[RECORDS FOR THE EXERCISE]

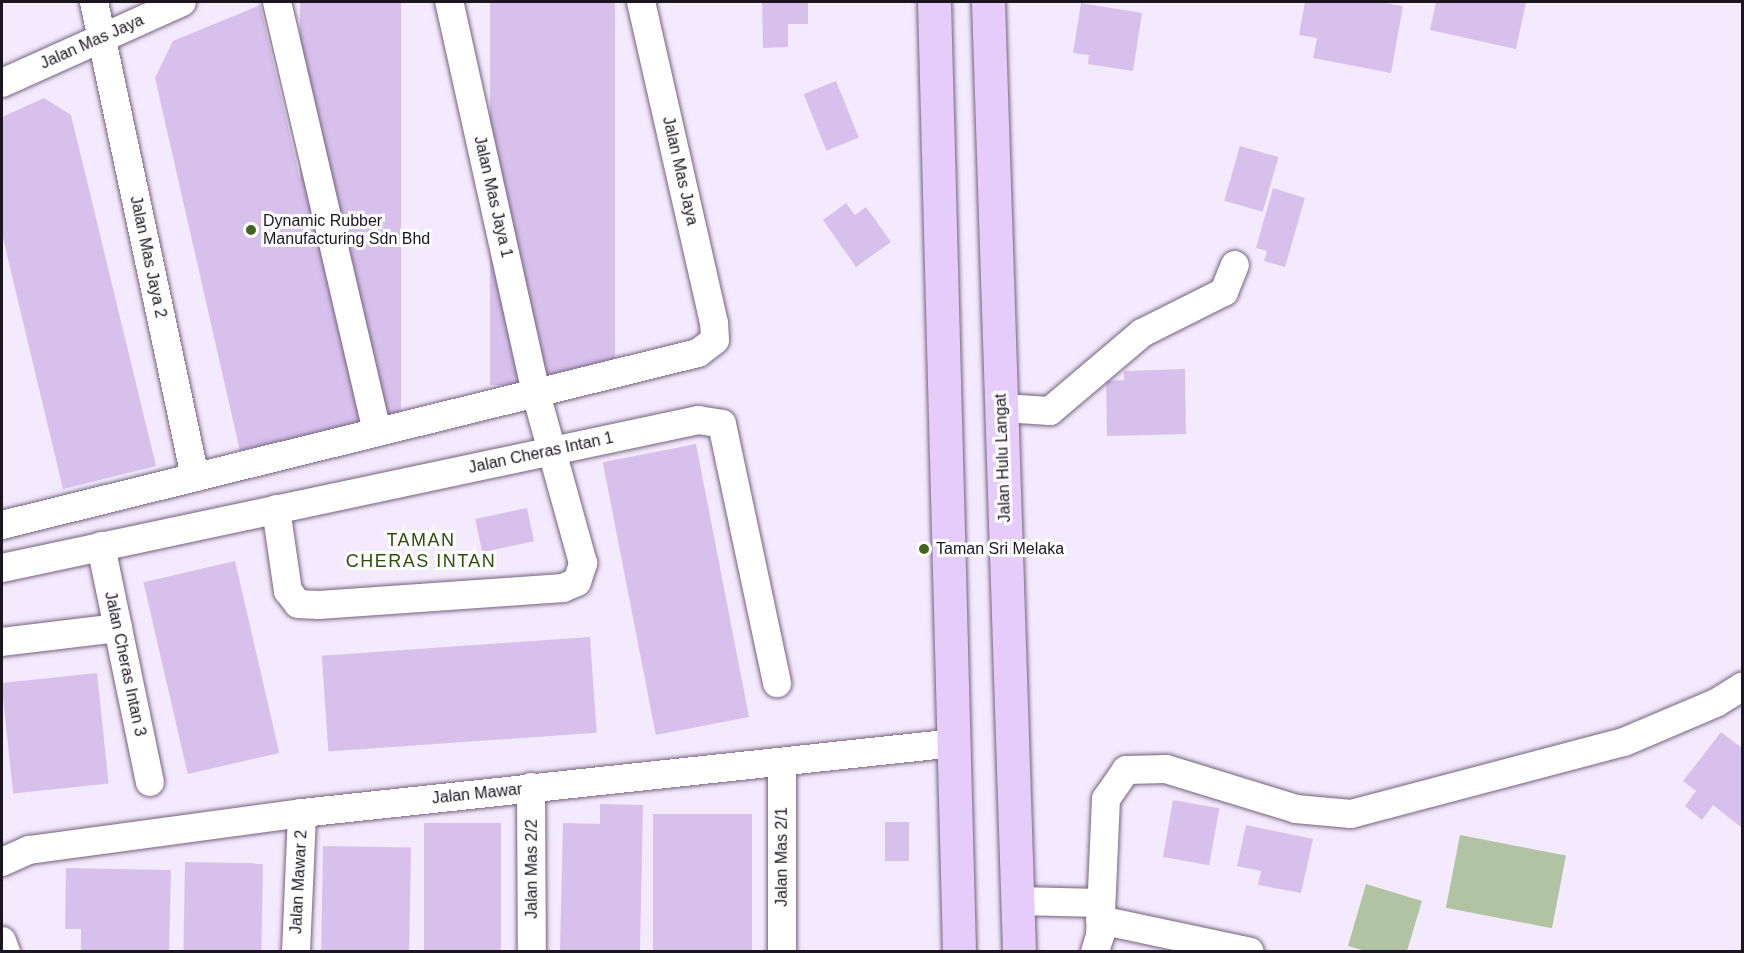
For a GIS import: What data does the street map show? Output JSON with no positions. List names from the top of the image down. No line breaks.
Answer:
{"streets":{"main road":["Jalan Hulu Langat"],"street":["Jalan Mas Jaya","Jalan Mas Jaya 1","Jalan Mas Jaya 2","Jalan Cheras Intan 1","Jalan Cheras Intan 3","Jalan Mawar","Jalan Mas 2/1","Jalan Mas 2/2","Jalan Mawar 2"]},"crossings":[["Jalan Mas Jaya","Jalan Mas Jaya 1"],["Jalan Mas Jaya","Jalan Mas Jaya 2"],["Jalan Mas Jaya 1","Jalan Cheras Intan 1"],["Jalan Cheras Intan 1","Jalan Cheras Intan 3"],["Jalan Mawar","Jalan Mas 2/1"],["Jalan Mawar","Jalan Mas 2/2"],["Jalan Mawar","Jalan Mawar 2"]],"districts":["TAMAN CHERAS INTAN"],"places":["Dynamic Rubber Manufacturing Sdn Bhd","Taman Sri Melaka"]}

[/RECORDS FOR THE EXERCISE]
[RECORDS FOR THE EXERCISE]

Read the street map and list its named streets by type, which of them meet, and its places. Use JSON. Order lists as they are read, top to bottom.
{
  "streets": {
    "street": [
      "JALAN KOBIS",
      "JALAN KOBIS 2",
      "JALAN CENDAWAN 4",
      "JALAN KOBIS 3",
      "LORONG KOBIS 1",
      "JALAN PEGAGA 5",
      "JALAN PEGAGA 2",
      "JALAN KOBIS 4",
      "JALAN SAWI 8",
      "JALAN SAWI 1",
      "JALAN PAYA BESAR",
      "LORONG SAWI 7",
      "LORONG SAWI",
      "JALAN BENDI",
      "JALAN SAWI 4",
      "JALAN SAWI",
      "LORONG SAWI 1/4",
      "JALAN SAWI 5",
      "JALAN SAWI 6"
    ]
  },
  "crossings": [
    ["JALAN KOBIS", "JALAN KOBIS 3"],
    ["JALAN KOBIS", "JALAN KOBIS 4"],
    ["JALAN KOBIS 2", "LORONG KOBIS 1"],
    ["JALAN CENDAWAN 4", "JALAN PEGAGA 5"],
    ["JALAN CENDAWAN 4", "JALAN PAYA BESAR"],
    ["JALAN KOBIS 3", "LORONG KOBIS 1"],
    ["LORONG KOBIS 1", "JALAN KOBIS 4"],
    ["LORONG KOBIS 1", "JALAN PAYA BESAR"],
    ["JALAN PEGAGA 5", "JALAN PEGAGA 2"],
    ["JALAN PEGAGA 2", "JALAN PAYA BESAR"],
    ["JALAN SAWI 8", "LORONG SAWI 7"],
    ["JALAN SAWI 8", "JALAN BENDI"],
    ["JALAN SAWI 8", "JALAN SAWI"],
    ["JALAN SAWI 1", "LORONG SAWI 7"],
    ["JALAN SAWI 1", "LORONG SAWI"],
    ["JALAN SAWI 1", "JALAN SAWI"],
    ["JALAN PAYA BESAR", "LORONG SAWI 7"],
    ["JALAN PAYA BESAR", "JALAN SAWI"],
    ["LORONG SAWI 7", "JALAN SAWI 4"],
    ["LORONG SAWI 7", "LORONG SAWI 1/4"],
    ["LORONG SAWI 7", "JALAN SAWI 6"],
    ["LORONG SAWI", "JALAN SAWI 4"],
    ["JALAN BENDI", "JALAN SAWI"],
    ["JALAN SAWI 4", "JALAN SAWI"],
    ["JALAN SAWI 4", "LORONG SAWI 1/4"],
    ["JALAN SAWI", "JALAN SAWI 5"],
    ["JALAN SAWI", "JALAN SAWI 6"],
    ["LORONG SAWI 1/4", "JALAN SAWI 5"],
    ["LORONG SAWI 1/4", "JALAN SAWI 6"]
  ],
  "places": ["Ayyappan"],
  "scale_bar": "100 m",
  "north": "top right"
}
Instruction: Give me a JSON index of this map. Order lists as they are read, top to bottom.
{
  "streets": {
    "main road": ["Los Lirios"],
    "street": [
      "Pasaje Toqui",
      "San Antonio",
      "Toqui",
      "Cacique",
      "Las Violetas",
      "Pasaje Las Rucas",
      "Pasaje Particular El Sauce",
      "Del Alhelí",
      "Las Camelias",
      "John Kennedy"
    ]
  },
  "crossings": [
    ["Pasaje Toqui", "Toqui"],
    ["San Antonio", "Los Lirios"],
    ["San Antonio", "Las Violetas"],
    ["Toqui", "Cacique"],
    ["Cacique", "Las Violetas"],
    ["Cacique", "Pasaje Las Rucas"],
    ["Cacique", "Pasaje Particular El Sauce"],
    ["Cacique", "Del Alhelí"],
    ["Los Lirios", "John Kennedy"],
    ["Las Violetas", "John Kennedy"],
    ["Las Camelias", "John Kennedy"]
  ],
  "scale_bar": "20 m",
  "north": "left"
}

[/RECORDS FOR THE EXERCISE]
[RECORDS FOR THE EXERCISE]

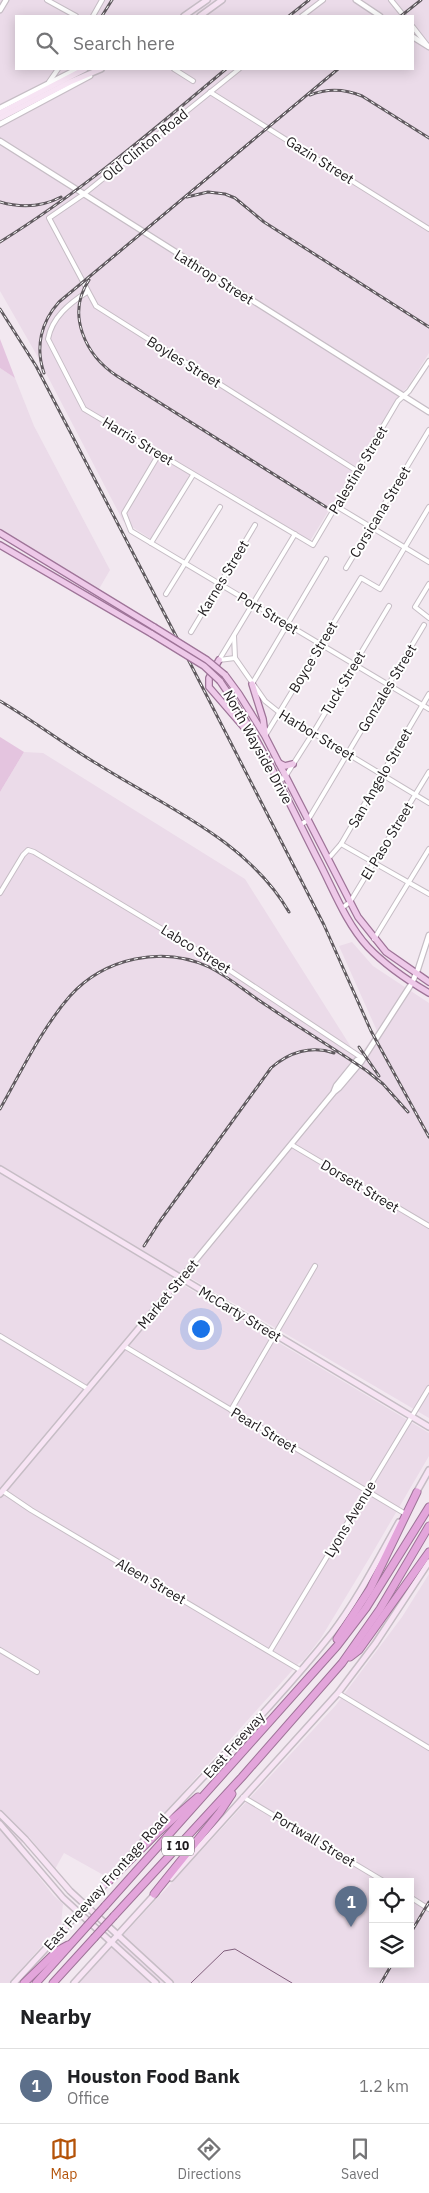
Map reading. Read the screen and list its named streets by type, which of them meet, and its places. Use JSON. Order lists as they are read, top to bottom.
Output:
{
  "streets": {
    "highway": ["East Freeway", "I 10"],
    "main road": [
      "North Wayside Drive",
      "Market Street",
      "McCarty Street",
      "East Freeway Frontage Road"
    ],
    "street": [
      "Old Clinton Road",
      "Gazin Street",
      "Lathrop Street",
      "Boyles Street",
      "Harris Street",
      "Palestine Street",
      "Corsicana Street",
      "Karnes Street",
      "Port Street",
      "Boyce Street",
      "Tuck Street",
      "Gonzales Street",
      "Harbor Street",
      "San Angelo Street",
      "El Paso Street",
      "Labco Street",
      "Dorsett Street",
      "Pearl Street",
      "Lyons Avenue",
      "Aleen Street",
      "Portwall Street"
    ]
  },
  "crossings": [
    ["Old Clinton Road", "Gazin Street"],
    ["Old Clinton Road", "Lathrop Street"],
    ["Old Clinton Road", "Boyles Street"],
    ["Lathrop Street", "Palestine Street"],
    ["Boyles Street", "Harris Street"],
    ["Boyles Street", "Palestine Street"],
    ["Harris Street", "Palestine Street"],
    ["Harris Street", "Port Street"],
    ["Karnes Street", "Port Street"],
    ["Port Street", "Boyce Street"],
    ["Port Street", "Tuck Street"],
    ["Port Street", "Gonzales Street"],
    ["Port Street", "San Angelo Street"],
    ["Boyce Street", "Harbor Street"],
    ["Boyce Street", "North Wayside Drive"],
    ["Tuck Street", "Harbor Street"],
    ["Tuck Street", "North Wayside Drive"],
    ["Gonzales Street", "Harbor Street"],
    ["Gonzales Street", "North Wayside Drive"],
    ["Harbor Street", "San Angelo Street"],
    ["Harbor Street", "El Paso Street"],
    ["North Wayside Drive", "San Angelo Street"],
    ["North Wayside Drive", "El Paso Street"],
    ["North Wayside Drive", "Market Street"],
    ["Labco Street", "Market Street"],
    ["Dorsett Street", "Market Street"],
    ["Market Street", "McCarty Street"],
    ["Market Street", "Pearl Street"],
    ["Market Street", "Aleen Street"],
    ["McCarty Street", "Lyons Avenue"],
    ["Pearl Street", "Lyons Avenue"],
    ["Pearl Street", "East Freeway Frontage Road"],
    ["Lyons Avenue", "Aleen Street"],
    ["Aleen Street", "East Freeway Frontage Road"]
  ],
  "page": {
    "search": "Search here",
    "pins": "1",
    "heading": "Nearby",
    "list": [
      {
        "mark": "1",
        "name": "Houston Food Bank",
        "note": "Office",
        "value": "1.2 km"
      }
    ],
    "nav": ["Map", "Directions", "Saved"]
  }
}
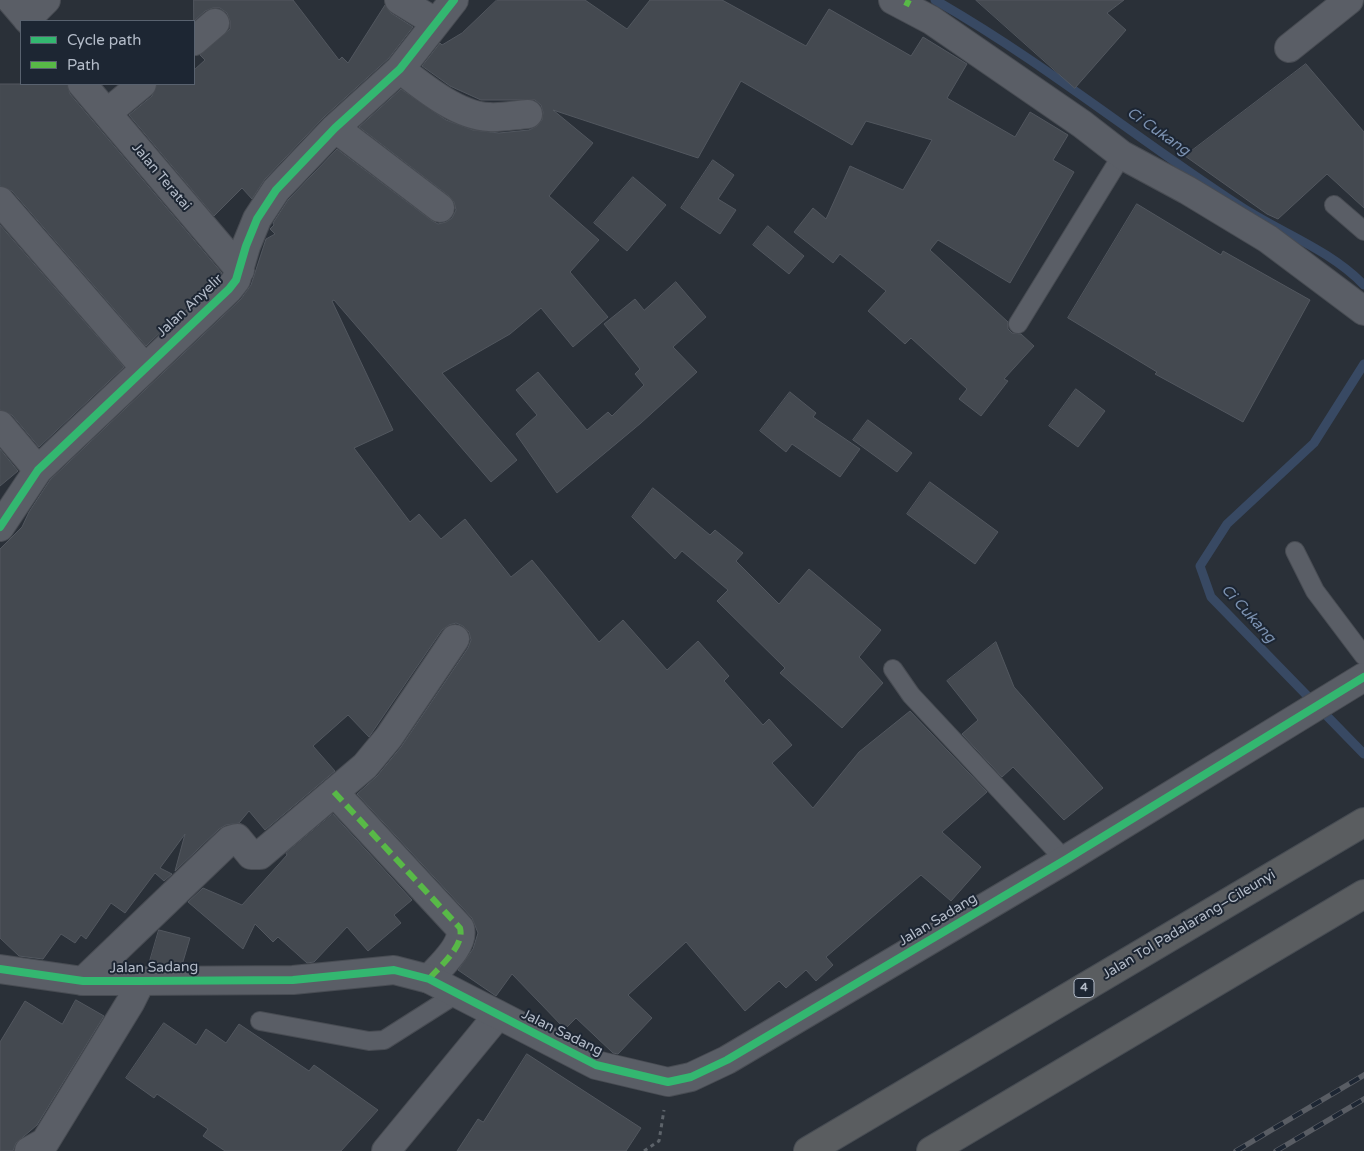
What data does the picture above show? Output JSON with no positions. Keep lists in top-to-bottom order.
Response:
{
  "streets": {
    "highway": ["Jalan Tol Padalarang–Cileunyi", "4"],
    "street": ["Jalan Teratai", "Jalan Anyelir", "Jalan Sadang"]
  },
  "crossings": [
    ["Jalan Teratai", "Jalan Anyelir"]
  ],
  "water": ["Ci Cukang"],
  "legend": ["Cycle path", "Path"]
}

[/RECORDS FOR THE EXERCISE]

» EXERCISE OBJECTIVE
Show every line of the material that includes the string "positions".

» SOLVED EXERCISE
For a GIS import: What data does the street map show? Output JSON with no positions. List names from the top of the image down. No line breaks.
What data does the picture above show? Output JSON with no positions. Keep lists in top-to-bottom order.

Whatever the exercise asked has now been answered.